Wat kost een zij-instromer?

25-03-2022

 

ResearchNed Nijmegen deed in opdracht van het Ministerie van OCW onderzoek naar de kosten van zij-instroomtrajecten. De conclusie is dat de subsidie in veel gevallen niet kostendekkend is.

Zij-instroom in het beroep van leraar biedt mensen van buiten het onderwijs een vaak verkort traject van werken, begeleiding en scholing waarmee zij binnen twee jaar bevoegd of benoembaar worden om les te geven. Tijdens dit traject mogen zij al zelfstandig lesgeven op basis van een geschiktheidsverklaring na een geschiktheidsonderzoek. Een zij-instroomtraject leidt niet tot een formeel ho-diploma, maar tot een getuigschrift met een daaraan verbonden onderwijs­bevoegdheid. Daarom wordt bij zij-instroom niet van een opleidings- maar van een scholingstraject gesproken.

Welke kosten zijn aan een zij-instroomtraject verbonden?
Zij-instromers kunnen alleen starten met een geschiktheidsverklaring die bevestigt dat de kandidaat het scholingstraject richting de vereiste onderwijsbevoegdheid binnen twee jaar kan afronden (geholpen door eerder opgedane kennis en ervaring) en dat de kandidaat geschikt is om direct voor de klas te staan. In het PO en VO wordt het geschiktheidsonderzoek uitgevoerd door een lerarenopleiding. Het MBO organiseert dit onderzoek vaak zelf – of besteedt het uit. In het PO en VO liggen de kosten tussen de 1900 en de 2600 euro. In het MBO liggen de kosten doorgaans (veel) lager.

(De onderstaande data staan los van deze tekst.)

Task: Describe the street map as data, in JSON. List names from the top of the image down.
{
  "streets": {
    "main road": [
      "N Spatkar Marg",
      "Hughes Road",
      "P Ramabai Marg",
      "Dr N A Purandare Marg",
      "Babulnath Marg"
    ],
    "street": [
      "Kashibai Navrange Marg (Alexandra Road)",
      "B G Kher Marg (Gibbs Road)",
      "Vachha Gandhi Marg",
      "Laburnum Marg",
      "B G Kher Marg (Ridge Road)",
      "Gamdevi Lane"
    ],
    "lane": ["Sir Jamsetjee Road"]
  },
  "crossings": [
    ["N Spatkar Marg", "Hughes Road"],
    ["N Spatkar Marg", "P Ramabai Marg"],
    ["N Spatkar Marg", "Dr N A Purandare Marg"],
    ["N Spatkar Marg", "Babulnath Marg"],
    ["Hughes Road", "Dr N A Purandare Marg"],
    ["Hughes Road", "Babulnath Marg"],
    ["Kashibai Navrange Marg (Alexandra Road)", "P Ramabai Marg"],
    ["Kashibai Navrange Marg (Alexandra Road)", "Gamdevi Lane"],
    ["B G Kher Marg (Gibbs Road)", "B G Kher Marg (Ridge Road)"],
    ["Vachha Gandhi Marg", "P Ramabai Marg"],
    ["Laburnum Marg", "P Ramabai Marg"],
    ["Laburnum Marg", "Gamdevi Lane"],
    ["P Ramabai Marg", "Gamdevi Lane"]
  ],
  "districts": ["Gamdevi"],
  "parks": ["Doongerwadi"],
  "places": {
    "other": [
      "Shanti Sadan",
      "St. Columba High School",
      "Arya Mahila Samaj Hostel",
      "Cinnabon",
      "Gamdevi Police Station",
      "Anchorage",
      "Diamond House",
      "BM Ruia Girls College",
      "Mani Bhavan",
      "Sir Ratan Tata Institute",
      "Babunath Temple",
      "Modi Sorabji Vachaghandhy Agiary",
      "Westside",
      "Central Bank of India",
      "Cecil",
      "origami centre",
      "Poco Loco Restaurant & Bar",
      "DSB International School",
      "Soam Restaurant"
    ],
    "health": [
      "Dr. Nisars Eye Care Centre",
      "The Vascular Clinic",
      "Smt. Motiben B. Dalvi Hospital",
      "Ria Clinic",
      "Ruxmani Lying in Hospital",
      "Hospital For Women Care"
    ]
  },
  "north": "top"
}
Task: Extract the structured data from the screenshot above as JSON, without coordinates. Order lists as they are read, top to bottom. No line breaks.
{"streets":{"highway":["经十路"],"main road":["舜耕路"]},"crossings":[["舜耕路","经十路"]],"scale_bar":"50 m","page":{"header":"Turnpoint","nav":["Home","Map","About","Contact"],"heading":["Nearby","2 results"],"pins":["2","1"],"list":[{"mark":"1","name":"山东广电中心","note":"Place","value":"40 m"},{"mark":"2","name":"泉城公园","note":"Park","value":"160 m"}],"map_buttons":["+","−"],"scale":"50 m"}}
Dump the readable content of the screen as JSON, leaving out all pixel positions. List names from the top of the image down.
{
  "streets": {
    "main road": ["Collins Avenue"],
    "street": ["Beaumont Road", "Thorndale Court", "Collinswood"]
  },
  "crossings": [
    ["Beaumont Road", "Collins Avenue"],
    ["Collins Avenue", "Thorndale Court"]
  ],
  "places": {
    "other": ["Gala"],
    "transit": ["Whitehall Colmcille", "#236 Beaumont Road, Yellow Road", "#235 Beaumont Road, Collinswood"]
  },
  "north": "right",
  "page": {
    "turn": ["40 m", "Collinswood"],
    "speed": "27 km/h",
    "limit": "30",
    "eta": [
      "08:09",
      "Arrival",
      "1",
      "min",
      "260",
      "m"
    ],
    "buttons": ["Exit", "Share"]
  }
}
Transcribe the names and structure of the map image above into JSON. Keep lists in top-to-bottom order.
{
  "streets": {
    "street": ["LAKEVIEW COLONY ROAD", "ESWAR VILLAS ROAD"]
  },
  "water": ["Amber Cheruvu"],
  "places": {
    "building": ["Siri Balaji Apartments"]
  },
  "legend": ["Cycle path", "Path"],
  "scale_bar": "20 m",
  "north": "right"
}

Het scholingstraject bevoegdheid PO/PraO/V(S)O kost bij het doorlopen van het ‘standaard’ scholingstraject gemiddeld 12.300 euro. Voor een tweedegraads onderwijsbevoegdheid is dat gemiddeld 15.000 euro en voor een eerstegraads bevoegdheid gemiddeld 8.300 euro. Een traject pedagogisch-didactisch getuigschrift (PDG) MBO kost in doorsnee 7.000 euro. Voor kandidaten met veel bagage en ervaring is in elke sector een verkort en daardoor goedkoper traject mogelijk. Soms is er maatwerk mogelijk, maar dat leidt zelden tot echt goedkopere trajecten.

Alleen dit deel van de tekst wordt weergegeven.